It’s possible that the word “array” tripped it up here and that it would have done something saner had it been told “list”, but I doubt it. (Python’s built-in array module is very seldom used; if you talk of arrays, you’re probably dealing with something like numpy’s arrays instead. But it’s far more likely that the built-in list type was what was desired here.)
There’s also one other significant point of bad and dangerous style in the code generated: the reverse function mutates its argument and returns it. Outside of fluent APIs (an uncommon pattern in Python, and not in use here), this is generally considered a bad idea in most languages, Python certainly included. It should either mutate its argument and return None, or not mutate its argument and return a new list.
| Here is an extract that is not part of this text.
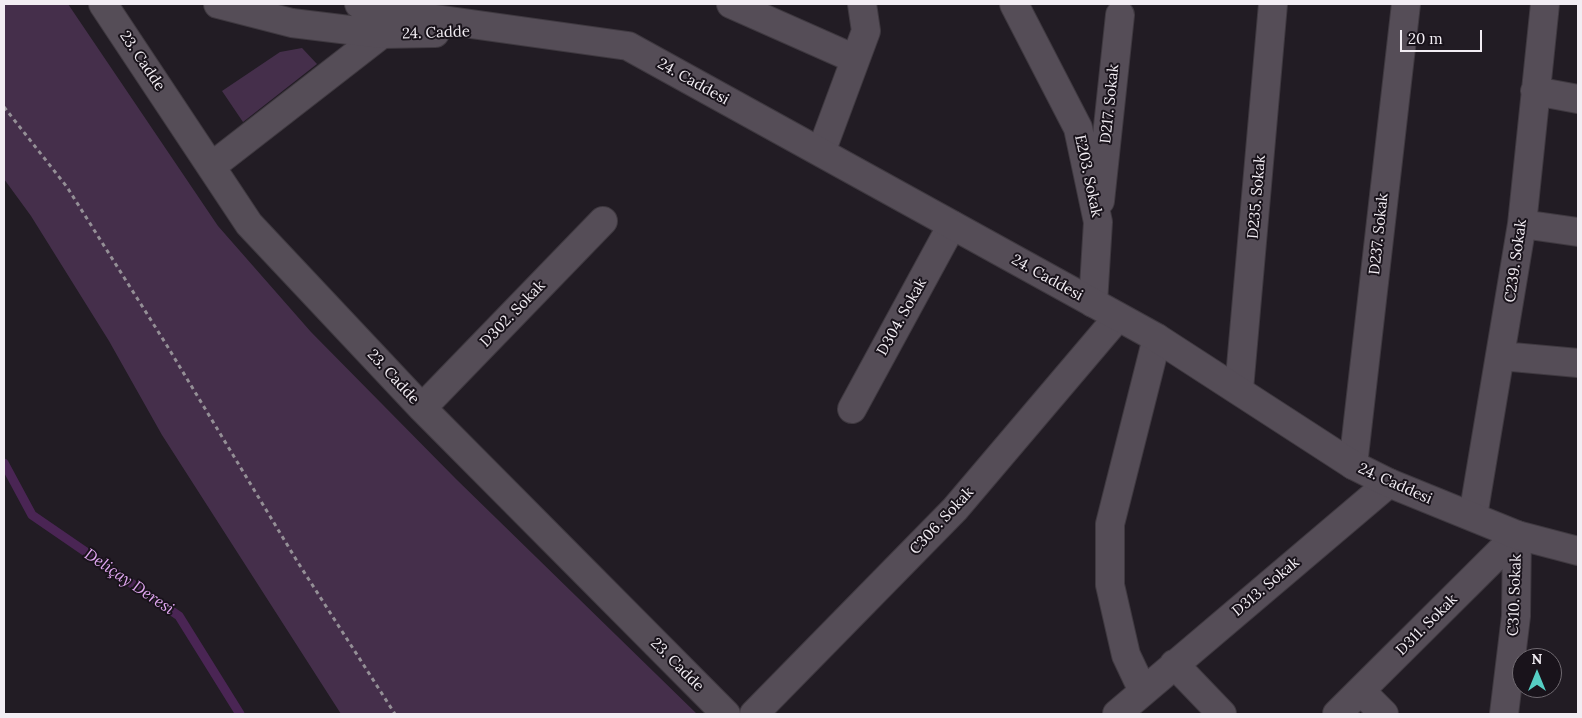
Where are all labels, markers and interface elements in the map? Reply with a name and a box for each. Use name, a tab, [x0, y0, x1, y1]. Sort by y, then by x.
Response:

> That’s actually roughly len(arr) times, not three, since two of the calls are inside the loop.
You're right! I noticed it a few minutes ago and changed the wording accordingly. Thanks for pointing out how shockingly bad that algorithm actually is! :D
> (...) the reverse function mutates its argument and returns it.
Yeah, that mutate + return is confusing. It's also worth noting that, as a result of the mutation, the function doesn't work on immutable types like strings and tuples.
It's not shockingly bad to call len(arr) each time through the loop. It would be if we were talking about something like strlen() in C, but in Python it's just one more constant-time† operation each time through the loop, and not a very expensive one at that. Caching it in a local variable would still be better.
______
† Nothing is really constant-time in CPython, but it's pretty close.
Well, to be fair, the `len` operation on lists in Python is a constant time operation. What makes the example particularly bad is using a cast on the result of a floating-point division, rather than just using Python 3 integer division (i.e. the `//` operator). Copilot was clearly just spitting out Python 2 code here.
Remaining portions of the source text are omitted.